- _Task goal_: From the top of the entries below through the line containing "For a GIS import: Describe", return every line exactly as written, please, and stop there.

[Dataset entries]
* * * * * * *
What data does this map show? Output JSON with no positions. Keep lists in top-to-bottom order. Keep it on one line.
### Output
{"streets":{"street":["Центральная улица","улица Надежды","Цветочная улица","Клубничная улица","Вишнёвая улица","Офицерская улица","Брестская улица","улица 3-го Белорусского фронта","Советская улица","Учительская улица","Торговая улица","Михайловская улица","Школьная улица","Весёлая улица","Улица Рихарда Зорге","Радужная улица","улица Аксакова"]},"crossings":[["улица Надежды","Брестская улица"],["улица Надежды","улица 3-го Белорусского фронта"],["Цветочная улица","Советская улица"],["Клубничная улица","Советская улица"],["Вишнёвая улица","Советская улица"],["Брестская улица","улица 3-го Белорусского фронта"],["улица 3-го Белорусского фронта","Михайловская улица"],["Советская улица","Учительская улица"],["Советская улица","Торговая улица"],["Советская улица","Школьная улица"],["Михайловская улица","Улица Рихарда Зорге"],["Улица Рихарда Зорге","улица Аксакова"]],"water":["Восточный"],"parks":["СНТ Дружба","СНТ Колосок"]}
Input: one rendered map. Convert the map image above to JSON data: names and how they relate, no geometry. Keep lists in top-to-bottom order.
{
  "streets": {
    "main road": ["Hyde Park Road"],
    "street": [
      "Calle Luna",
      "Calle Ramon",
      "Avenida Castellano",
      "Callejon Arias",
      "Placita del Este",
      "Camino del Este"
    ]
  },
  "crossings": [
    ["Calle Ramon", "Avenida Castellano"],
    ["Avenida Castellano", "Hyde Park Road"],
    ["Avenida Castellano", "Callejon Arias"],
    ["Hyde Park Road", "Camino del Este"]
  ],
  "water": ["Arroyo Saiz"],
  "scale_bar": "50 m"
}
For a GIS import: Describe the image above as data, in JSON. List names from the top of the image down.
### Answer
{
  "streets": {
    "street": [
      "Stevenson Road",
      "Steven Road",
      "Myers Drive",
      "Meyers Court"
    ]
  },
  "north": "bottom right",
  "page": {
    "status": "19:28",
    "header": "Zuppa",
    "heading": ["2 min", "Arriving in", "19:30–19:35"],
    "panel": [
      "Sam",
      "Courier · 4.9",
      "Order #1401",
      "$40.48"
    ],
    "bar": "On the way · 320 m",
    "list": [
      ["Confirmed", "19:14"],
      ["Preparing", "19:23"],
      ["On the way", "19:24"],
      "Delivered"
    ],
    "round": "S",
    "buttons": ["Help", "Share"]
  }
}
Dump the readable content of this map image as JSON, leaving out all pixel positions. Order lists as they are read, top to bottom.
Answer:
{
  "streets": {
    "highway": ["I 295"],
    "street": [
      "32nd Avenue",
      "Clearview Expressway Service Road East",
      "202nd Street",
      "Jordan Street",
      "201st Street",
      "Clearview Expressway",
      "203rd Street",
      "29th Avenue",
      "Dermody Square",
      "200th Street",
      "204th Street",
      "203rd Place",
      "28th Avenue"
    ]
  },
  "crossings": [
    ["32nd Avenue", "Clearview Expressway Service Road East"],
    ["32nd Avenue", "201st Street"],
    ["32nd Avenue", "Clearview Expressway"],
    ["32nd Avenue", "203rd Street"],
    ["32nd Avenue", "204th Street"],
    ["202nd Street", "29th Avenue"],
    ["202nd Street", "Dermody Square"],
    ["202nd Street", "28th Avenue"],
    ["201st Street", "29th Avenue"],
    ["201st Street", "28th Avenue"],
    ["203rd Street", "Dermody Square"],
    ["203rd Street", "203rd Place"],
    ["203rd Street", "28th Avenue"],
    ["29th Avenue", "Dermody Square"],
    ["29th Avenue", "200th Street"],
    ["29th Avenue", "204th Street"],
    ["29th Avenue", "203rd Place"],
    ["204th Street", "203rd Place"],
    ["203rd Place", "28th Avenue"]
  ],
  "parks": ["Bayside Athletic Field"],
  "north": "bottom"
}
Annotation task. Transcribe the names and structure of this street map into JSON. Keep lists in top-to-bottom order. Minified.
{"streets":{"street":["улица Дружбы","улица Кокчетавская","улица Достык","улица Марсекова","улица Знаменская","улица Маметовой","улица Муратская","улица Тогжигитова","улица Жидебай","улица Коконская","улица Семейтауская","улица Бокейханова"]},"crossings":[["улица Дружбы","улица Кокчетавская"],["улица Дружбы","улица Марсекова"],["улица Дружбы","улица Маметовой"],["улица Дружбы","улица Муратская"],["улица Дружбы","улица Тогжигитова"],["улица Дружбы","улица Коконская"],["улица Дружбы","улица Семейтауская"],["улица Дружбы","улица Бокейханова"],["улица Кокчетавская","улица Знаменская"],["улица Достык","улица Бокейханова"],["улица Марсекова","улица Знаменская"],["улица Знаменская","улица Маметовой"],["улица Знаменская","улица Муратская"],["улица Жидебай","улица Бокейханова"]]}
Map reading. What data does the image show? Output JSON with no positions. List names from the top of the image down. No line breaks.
* * * * * * *
- _Task output_:
What data does this map show? Output JSON with no positions. Keep lists in top-to-bottom order. Keep it on one line.
### Output
{"streets":{"street":["Центральная улица","улица Надежды","Цветочная улица","Клубничная улица","Вишнёвая улица","Офицерская улица","Брестская улица","улица 3-го Белорусского фронта","Советская улица","Учительская улица","Торговая улица","Михайловская улица","Школьная улица","Весёлая улица","Улица Рихарда Зорге","Радужная улица","улица Аксакова"]},"crossings":[["улица Надежды","Брестская улица"],["улица Надежды","улица 3-го Белорусского фронта"],["Цветочная улица","Советская улица"],["Клубничная улица","Советская улица"],["Вишнёвая улица","Советская улица"],["Брестская улица","улица 3-го Белорусского фронта"],["улица 3-го Белорусского фронта","Михайловская улица"],["Советская улица","Учительская улица"],["Советская улица","Торговая улица"],["Советская улица","Школьная улица"],["Михайловская улица","Улица Рихарда Зорге"],["Улица Рихарда Зорге","улица Аксакова"]],"water":["Восточный"],"parks":["СНТ Дружба","СНТ Колосок"]}
Input: one rendered map. Convert the map image above to JSON data: names and how they relate, no geometry. Keep lists in top-to-bottom order.
{
  "streets": {
    "main road": ["Hyde Park Road"],
    "street": [
      "Calle Luna",
      "Calle Ramon",
      "Avenida Castellano",
      "Callejon Arias",
      "Placita del Este",
      "Camino del Este"
    ]
  },
  "crossings": [
    ["Calle Ramon", "Avenida Castellano"],
    ["Avenida Castellano", "Hyde Park Road"],
    ["Avenida Castellano", "Callejon Arias"],
    ["Hyde Park Road", "Camino del Este"]
  ],
  "water": ["Arroyo Saiz"],
  "scale_bar": "50 m"
}
For a GIS import: Describe the image above as data, in JSON. List names from the top of the image down.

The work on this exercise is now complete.